O secretário ressaltou que esse
“déficit” é referente ao Regime Geral da Previdência Social (RGPS) e engloba
tanto o setor urbano, que teria alcançado “déficit” de R$46,8 bilhões, como o
setor rural, no qual o “déficit” teria chegado a R$103,4 bilhões. Chegou a
admitir que no período de 2009 a 2015 o setor urbano do RGPS foi superavitário,
e logo emendou que “a tendência é deficitária” (!), sem se atentar para o fato
de que tivemos ano de desemprego recorde que nada tem a ver com a tendência do
nosso potencialmente rico país.
Em sua apresentação o secretário fez
questão de frisar, mais de uma vez, que nesse déficit não há incidência da DRU
– Desvinculação das Receitas da União, esclarecendo que caso esta fosse
computada, o déficit seria ainda maior. Porém, em momento algum mencionou que
deixou de computar a DRU porque também não computou o conjunto de receitas que
sustentam a Seguridade Social, da qual a Previdência é parte integrante.
Desmascarando o
“Déficit”
O propagandeado “déficit da
Previdência” é uma farsa. A conta feita para mostrar o “déficit” é uma conta
distorcida.
A Previdência Social é um dos tripés
da Seguridade Social, juntamente com a Saúde e Assistência Social, e foi uma
das principais conquistas da Constituição Federal de 1988.
Ao mesmo tempo em que os
constituintes criaram esse importante tripé , estabeleceram também as fontes de
receitas – as contribuições sociais – que são pagas por todos os setores, ou
seja:
– empresas contribuem sobre o lucro
(CSLL) e pagam a parte patronal da contribuição sobre a folha de salários
(INSS);
– trabalhadores contribuem sobre seus
salários (INSS);
– toda a sociedade contribui por meio
da contribuição embutida em tudo o que adquire (COFINS).
Além dessas, há contribuições sobre
importação de bens e serviços, receitas provenientes de concursos e prognósticos,
PIS, PASEP, entre outras.
A Seguridade Social tem sido
altamente superavitária nos últimos anos, em dezenas de bilhões de reais,
conforme dados oficiais segregados pela ANFIP. A sobra de recursos foi de
R$72,7 bilhões em 2005; R$ 53,9 bilhões em 2010; R$ 76,1 bilhões em 2011; R$
82,8 bilhões em 2012; R$ 76,4 bilhões em 2013; R$ 55,7 bilhões em 2014, e
R$11,7 bilhões em 2015.
O reiterado superávit da Seguridade
Social deveria estar fomentando debates sobre a melhoria da Previdência, da
Assistência e da Saúde dos brasileiros e brasileiras.
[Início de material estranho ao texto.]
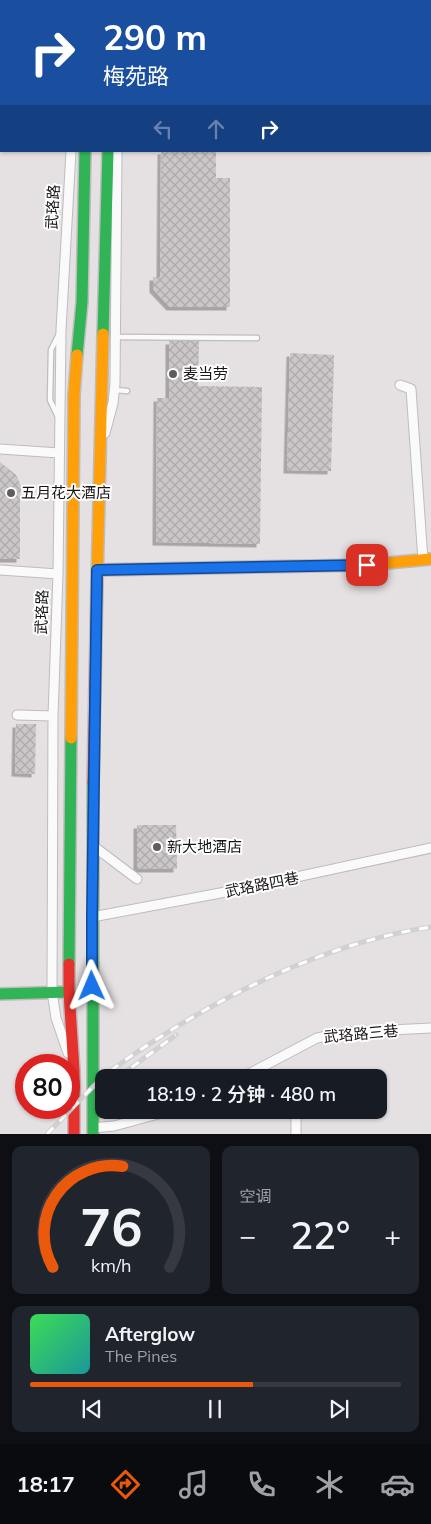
<!DOCTYPE html>
<html lang="zh">
<head>
<meta charset="utf-8">
<style>
	:root { --surface:#171b24; --page:#20242c; --text:#f1f3f6; --muted:#9ea1a6; --line:#363941; --accent:#ea580c }
	body { margin:0; font-family:Mulish,"Noto Sans SC",sans-serif; background:var(--page); color:var(--text); height:100vh; display:flex; flex-direction:column; font-size:19px; white-space:nowrap }
	* { box-sizing:border-box; margin:0 }
	p { font-size:16px; color:var(--muted) }
	.icon { flex:none; width:28px; height:28px; fill:none; stroke:currentColor; stroke-width:2; stroke-linecap:round; stroke-linejoin:round }
	.map { position:relative; height:1134px; overflow:hidden }
	.panel { display:flex; flex-direction:column; gap:12px; padding:12px; background:#0d0f14; flex:1 }
	.panel>* { flex:none }
	.top-card { position:absolute; left:0px; top:0px; width:431px; height:152px; box-shadow:0 1px 4px #0004; background:#1a4fa0; color:#fff; overflow:hidden }
	.speed { position:absolute; left:15px; top:1054px; display:flex; gap:10px; font-size:25px; font-weight:700; text-align:center }
	.speed>* { display:grid; place-content:center; width:65px; height:65px; border-radius:50%; background:var(--surface); box-shadow:0 1px 4px #0004; line-height:1 }
	.speed .limit { border:8px solid #d22; background:#fff; color:#111 }
	.pin { position:absolute; display:grid; place-items:center; width:42px; height:42px; color:#fff; margin:-21px; border-radius:10px; box-shadow:0 2px 8px #0006 }
	.me { position:absolute; width:55px; margin:-28px; rotate:359deg; stroke-linejoin:round; filter:drop-shadow(0 0 4px #0008) }
	.turn { display:flex; align-items:center; gap:18px; height:105px; padding:0 20px; font-size:22px }
	.turn .icon { width:65px; height:65px; stroke-width:2.5 }
	.turn b { display:block; font-size:35px; line-height:42px }
	.lanes { display:flex; align-items:center; height:48px; padding:0 20px; background:#0003; justify-content:center; gap:25px; direction:ltr }
	.lanes .off { opacity:.35 }
	.big { font-size:38px; font-weight:600; line-height:1.1 }
	.panel .tile { flex:1; display:flex; flex-direction:column; justify-content:center; gap:8px; min-width:0; padding:0 18px; border-radius:10px; background:var(--page) }
	.panel .dial { align-items:center; gap:0 }
	.dial svg { height:130px; overflow:visible; fill:none; stroke:var(--line); stroke-width:7; stroke-linecap:round; text-anchor:middle }
	.dial text { fill:var(--text); stroke:none }
	.song { display:flex; align-items:center; gap:15px }
	.cover { width:60px; height:60px; border-radius:8px; background:linear-gradient(135deg,hsl(130 70% 55%),hsl(180 70% 35%)) }
	.played { height:5px; border-radius:2px; background:linear-gradient(90deg,var(--accent) 60%,var(--line) 60%) }
	.keys { display:flex; justify-content:space-around; direction:ltr }
	.heat { display:flex; justify-content:space-between; align-items:center; font-size:28px; direction:ltr }
	.panel .tiles { flex:1; display:grid; gap:12px; grid-template-columns:1fr 1fr }
	.tile:last-child { grid-column:span 2 }
	.trip { position:absolute; left:95px; top:1069px; width:292px; height:50px; border-radius:10px; background:var(--surface); box-shadow:0 1px 4px #0004; font-weight:600; line-height:50px; text-align:center }
	.tabs { display:flex; height:80px; justify-content:space-around; align-items:center; background:#090b0e; color:var(--muted) }
	.tabs .icon { width:35px; height:35px }
	.tabs .active { color:var(--accent) }
	.tabs b { font-size:22px; color:var(--text) }
	.map>svg:first-child { display:block }
	.building { fill:url(#building-cross-hatch); filter:url(#shadow) }
	.lines { fill:none; stroke-linecap:round; stroke-linejoin:round }
	.lane-casing { stroke:#bfbcbd; stroke-width:7 }
	.street-casing { stroke:#bfbcbd; stroke-width:11 }
	.fast-casing { stroke:#bfbcbd; stroke-width:14 }
	.slow-casing { stroke:#bfbcbd; stroke-width:14 }
	.jam-casing { stroke:#bfbcbd; stroke-width:14 }
	.lane { stroke:#fbfafb; stroke-width:4.5 }
	.street { stroke:#fbfafb; stroke-width:9 }
	.fast { stroke:#30b455; stroke-width:11 }
	.slow { stroke:#ff9f0a; stroke-width:11 }
	.jam { stroke:#e5322d; stroke-width:11 }
	.rail-casing { stroke:#d1d1d1; stroke-width:5 }
	.rail { stroke:#fff; stroke-width:3; stroke-dasharray:9; stroke-linecap:butt }
	.route-casing { stroke:#114b97; stroke-width:12 }
	.route { stroke:#1a73e8; stroke-width:9 }
	.poi-dot { fill:#605c5d; stroke:#fff; stroke-width:2 }
	.labels { text-anchor:middle; stroke-width:4; stroke-linejoin:round; paint-order:stroke }
	.street-label { font-size:15px; fill:#181516; stroke:#fff }
	.poi-label { font-size:15px; fill:#181516; stroke:#fff; text-anchor:start }
</style>
</head>
<body>
<div class="map">
<svg width="431" height="1134" viewBox="0 0 431 1134">
	<defs>
		<pattern id="building-cross-hatch" width="8" height="8" patternUnits="userSpaceOnUse" patternTransform="scale(1.25)"><rect width="8" height="8" fill="#cbc7c8"/><path d="M0 0l8 8M0 8l8-8" fill="none" stroke="#aeaaab"/></pattern>
		<filter id="shadow"><feDropShadow dx="-3.5" dy="3.5" stdDeviation="0" flood-color="#0004"/></filter>
	</defs>
	<rect width="100%" height="100%" fill="#e5e0e2"/>
	<!-- building -->
	<path class="building" d="M161 151H216V178H230V307H170L153 289V277H160Z
		M169 341H199L198 386 262 387 260 544 156 542 157 398H169Z
		M290 353 334 355 331 471 287 470Z
		M0 462 16 475 21 486 20 501V559H0Z
		M16 724H36L35 774 15 773Z
		M137 825H176L177 869H137Z"/>
	<g class="lines">
		<defs>
			<path id="lane" d="M116 337 257 338
				M115 390 127 391
				M58 417 50 400 51 350 59 334"/>
			<path id="street" d="M400 385 411 389 423 560
				M105 433 113 403 115 384 117 151
				M0 449 59 453
				M0 570 58 574
				M17 715 53 716
				M92 845 137 879
				M92 917 231 891 431 848
				M68 1053 56 1018 52 992 53 716 58 574 61 330 71 151
				M241 1078 317 1038 349 1032 431 1028
				M93 1128 114 1126 173 1110
				M296 1134V1110"/>
			<path id="fast" d="M103 334 108 151
				M77 355 82 302 85 151
				M69 964 71 738
				M0 994 69 992
				M93 1134V783"/>
			<path id="slow" d="M90 0V1
				M111 0V1
				M97 570 367 565 431 559
				M97 583 103 334
				M71 738 74 395 77 355"/>
			<path id="jam" d="M93 783 97 583
				M69 964V992L74 1070V1134"/>
		</defs>
		<!-- lane casing -->
		<use href="#lane" class="lane-casing"/>
		<!-- street casing -->
		<use href="#street" class="street-casing"/>
		<!-- fast casing -->
		<use href="#fast" class="fast-casing"/>
		<!-- slow casing -->
		<use href="#slow" class="slow-casing"/>
		<!-- jam casing -->
		<use href="#jam" class="jam-casing"/>
		<!-- lane -->
		<use href="#lane" class="lane"/>
		<!-- street -->
		<use href="#street" class="street"/>
		<!-- fast -->
		<use href="#fast" class="fast"/>
		<!-- slow -->
		<use href="#slow" class="slow"/>
		<!-- jam -->
		<use href="#jam" class="jam"/>
		<defs>
			<path id="rail" d="M117 1078 176 1035
				M47 1134C65 1116 82 1097 100 1080 120 1062 143 1048 165 1034 244 984 338 941 431 927"/>
		</defs>
		<!-- rail casing -->
		<use href="#rail" class="rail-casing"/>
		<!-- rail -->
		<use href="#rail" class="rail"/>
	</g>
	<g class="lines">
		<defs>
			<path id="route" d="M92 986V917L97 570 367 565"/>
		</defs>
		<!-- route casing -->
		<use href="#route" class="route-casing"/>
		<!-- route -->
		<use href="#route" class="route"/>
	</g>
	<!-- markers -->
	<g class="poi-dot">
		<circle cx="173" cy="374" r="5"/>
		<circle cx="11" cy="493" r="5"/>
		<circle cx="157" cy="847" r="5"/>
	</g>
	<g class="labels">
		<!-- street labels -->
		<g class="street-label">
			<text transform="translate(53 207) rotate(-87)" y="5">武珞路</text>
			<text transform="translate(42 612) rotate(-88)" y="5">武珞路</text>
			<text transform="translate(262 885) rotate(-11)" y="5">武珞路四巷</text>
			<text transform="translate(361 1034) rotate(-5)" y="5">武珞路三巷</text>
		</g>
		<!-- poi labels -->
		<g class="poi-label">
			<text x="183" y="379">麦当劳</text>
			<text x="21" y="498">五月花大酒店</text>
			<text x="167" y="852">新大地酒店</text>
		</g>
	</g>
</svg>
<div class="speed"><div class="limit">80</div></div>
<div class="pin" style="left:367px;top:565px;background:#d93025"><svg class="icon" aria-label="arrive" viewBox="0 0 24 24"><path d="M6 21V4h12l-3 4 3 4H6"/></svg></div>
<svg class="me" style="left:92px;top:986px" viewBox="-20 -20 40 40"><path d="M0-17L14 15 0 8-14 15z" fill="#1a73e8" stroke="#fff" stroke-width="4"/></svg>
<div class="trip">18:19 · 2 分钟 · 480 m</div>
<div class="top-card">
<div class="turn"><svg class="icon" aria-label="right" viewBox="0 0 24 24"><path d="M7 20v-9h11M14 6l5 5-5 5"/></svg><div><b>290 m</b>梅苑路</div></div>
<div class="lanes"><svg class="icon off" aria-label="left" viewBox="0 0 24 24"><path d="M17 20v-9H6M10 6l-5 5 5 5"/></svg><svg class="icon off" aria-label="ahead" viewBox="0 0 24 24"><path d="M12 20V5M6 11l6-6 6 6"/></svg><svg class="icon" aria-label="right" viewBox="0 0 24 24"><path d="M7 20v-9h11M14 6l5 5-5 5"/></svg></div>
</div>
</div>
<section class="panel">
<div class="tiles">
<div class="tile dial"><svg viewBox="0 0 100 80">
<path d="M14 69A42 42 0 1 1 86 69"/>
<path d="M14 69A42 42 0 0 1 57 7" stroke="#ea580c"/>
<text x="50" y="56" font-size="32" font-weight="700">76</text>
<text x="50" y="72" font-size="11">km/h</text>
</svg></div>
<div class="tile"><p>空调</p>
<div class="heat"><a>−</a><b class="big">22°</b><a>+</a></div>
</div>
<div class="tile">
<div class="song"><i class="cover"></i><div><b>Afterglow</b><p>The Pines</p></div></div>
<div class="played"></div>
<div class="keys"><svg class="icon" aria-label="previous" viewBox="0 0 24 24"><path d="M18 5L8 12l10 7zM5 5v14"/></svg><svg class="icon" aria-label="pause" viewBox="0 0 24 24"><path d="M8 5v14M16 5v14"/></svg><svg class="icon" aria-label="next" viewBox="0 0 24 24"><path d="M6 5l10 7-10 7zM19 5v14"/></svg></div>
</div>
</div>
</section>
<nav class="tabs">
<b>18:17</b>
<svg class="icon active" aria-label="directions" viewBox="0 0 24 24"><path d="M12 3l9 9-9 9-9-9zM9 14v-3h6M13 9l2 2-2 2"/></svg>
<svg class="icon" aria-label="music" viewBox="0 0 24 24"><path d="M9 18V5l10-2v13"/><circle cx="6" cy="18" r="3"/><circle cx="16" cy="16" r="3"/></svg>
<svg class="icon" aria-label="phone" viewBox="0 0 24 24"><path d="M5 4h4l2 5-3 2q2 4 5 5l2-3 5 2v4C11 20 4 13 5 4z"/></svg>
<svg class="icon" aria-label="climate" viewBox="0 0 24 24"><path d="M12 3v18M4 7l16 10M4 17L20 7"/></svg>
<svg class="icon" aria-label="car" viewBox="0 0 24 24"><path d="M5 17H2v-5l4-1 3-4h7l3 4 3 1v5h-3M9 17h6M6 11h13"/><circle cx="7" cy="17" r="2"/><circle cx="17" cy="17" r="2"/></svg>
</nav>
</body>
</html>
Isso não ocorre devido à
prioridade na destinação de recursos para o pagamento da chamada dívida
pública, que vem absorvendo cerca de metade do orçamento federal anualmente, e
que nunca foi auditada, como manda a Constituição.
O falacioso déficit apresentado pelo governo é encontrado quando se compara
apenas a arrecadação da contribuição ao INSS paga por empregados e empregadores
(deixando de lado todas as demais contribuições que compõem o orçamento da
Seguridade Social) com a totalidade dos gastos com a Previdência, fazendo-se um
desmembramento que não tem amparo na Constituição e sequer possui lógica
defensável, pois são os trabalhadores os maiores contribuintes da COFINS.
Essa conta distorcida, que compara somente
a contribuição ao INSS com os gastos da Previdência produz a farsa do “déficit”
que não existe.
O governo tem se omitido
reiteradamente e não apresenta o orçamento da Seguridade Social como deveria
A simples existência do mecanismo da
DRU já comprova que sobram recursos na Seguridade Social. Se faltasse recurso,
não haveria nada que desvincular, evidentemente. Cabe lembrar que a DRU, criada
desde 1994 com a denominação de Fundo Social de Emergência, teve sua alíquota
majorada em 2016, e desvincula até 30% dos recursos da Seguridade Social para
transferi-los para o pagamento de parte dos juros da dívida pública.
É preciso retirar as máscaras do falacioso “déficit” da Previdência, a fim de
enfrentar esse necessário debate de maneira honesta. Para isso, o governo deve
apresentar os dados completos do orçamento da Seguridade Social dos últimos
anos, informando ainda os montantes desviados por meio da DRU; os montantes
correspondentes às desonerações concedidas tanto ao setor urbano como rural; os
créditos tributários que não são executados, atentando ainda para os erros da
política monetária que jogaram o país nessa absurda crise que comprometeu a
arrecadação do INSS, devido à elevação do desemprego para mais de 12 milhões de
pessoas, além das 64 milhões de pessoas em idade de trabalhar, porém, fora do
mercado de trabalho em nosso país.
A distorcida análise desse falacioso
“déficit” não pode servir de justificativa para a PEC 287, cujo principal
objetivo é favorecer ao mercado financeiro, como trataremos em outro artigo.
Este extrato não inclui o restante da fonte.